Poetry

“Road and Fury”

On my way to class, I drive through congested arteries of the city.

Although I will likely be late, I am patient and abide by the rules of the road.

I hear honking behind me, but I don’t pay mind because

It is likely designated to a dozen other cars beside me.

But as you race past me honking eyes locked on mine furious, and intense

I stare dumbfounded for a second and I internalize and then reflect your rage.

Pedal to the metal,

Fuck going to class I’m going to follow your ass,

I will follow you until you reach your destination and I will confront you because my rage boils over

My hands grip, my teeth grit, and my mind’s eye pulsates with the image of

your imminent destruction.

 

Meanwhile,

The radio goes over the news highlights:

Hundreds of thousands of Americans are still without critical services in Puerto Rico

Bump-stocks are equated with freedom, and now some policymakers might, might,

Might be open to reforming gun control laws.

The continued onslaught and desolation of the middle east.

The systemic income inequality thick with suffocating racial vines.

The same radio that not too long ago had a person

Argue how the civil war was not about slavery.

But I don’t hear,

I can only hear the sound and the fury in tune with the roar of the engine.

 

Written October 2017. Please see the blog post from 19 October 2017 for details about the poem. 

 

“From The Fridge”

Blackberries

From the fridge, a cold rinse and I am transported

through a river of juicy tart flesh

to a satisfying crunch

I never want to leave.

Wrote this poem as a tweet on 09 JUN 17. This version is from the copy I texted to my brother. I didn’t really think too much about the breaks or arrangement but as I typed it out I guess I always knew where they were. Kind’ve of a tribute to some poems I read this year, “This Is Just To Say” by William Carlos Williams and “Blackberry Eating” by Galway Kinnell.

 

“The Stork”

I once met a great man.

All zipped up and uncomfortable I would deliver a daily digest of information so early in the morning.
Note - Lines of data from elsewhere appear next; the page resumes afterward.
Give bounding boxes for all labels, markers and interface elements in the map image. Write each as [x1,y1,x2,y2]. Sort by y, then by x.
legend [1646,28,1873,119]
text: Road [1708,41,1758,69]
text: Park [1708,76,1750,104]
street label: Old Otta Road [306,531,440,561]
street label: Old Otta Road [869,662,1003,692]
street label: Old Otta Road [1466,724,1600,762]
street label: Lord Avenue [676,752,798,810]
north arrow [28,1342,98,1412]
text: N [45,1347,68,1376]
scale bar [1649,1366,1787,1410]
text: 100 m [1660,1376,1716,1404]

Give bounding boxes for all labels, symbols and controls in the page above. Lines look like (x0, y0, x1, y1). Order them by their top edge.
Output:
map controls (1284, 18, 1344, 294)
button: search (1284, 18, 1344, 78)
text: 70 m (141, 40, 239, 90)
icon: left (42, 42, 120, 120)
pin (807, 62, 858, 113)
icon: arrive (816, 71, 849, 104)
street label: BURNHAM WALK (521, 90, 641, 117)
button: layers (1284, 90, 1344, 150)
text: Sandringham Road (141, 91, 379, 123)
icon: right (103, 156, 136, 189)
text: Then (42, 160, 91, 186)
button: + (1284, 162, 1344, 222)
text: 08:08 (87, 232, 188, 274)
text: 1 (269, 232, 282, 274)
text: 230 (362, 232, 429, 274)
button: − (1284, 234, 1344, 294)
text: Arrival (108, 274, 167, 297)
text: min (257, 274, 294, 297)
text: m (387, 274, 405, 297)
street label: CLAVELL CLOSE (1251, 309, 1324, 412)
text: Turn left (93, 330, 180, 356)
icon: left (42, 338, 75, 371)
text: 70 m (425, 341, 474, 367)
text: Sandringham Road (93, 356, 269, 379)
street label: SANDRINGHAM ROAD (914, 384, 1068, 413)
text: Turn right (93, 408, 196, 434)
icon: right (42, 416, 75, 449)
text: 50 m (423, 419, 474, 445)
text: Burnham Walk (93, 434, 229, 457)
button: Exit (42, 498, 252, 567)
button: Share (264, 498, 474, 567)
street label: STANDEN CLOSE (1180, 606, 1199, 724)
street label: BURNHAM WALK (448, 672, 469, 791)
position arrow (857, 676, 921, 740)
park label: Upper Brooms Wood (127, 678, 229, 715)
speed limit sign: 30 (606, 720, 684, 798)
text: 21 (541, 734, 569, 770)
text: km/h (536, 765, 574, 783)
He had a great big desk. I never saw what was under those papers and mats he placed on his desk.

I brought him a binder teeming with pages of carefully crafted information.

He would digest it in about

15 minutes. He never asked for anything. I would just bring him information, and he would digest. So big was this binder it could take days to fully read and comprehend everything in it.

In the months I worked for him, I heard him say a handful of words to me.

In other words, although we were in the same room we were impossibly far away.

In other words, the ripples in the water did not faze him one bit.

The ripples were huge title waves crashing in an ocean.

But he was a stork,

He was waiting for the one ripple in the pond that he would eat.

The pond was completely still.

 

Written on 16 April 2013. I’ve been trying to revise it lately, and this is what I’ve gotten stuck on.  I am mainly posting it because I didn’t want to revise it to the point where it was no longer the same poem and because I need to let go of this poem so I can write new better poetry. There’s just something about publishing and letting it go!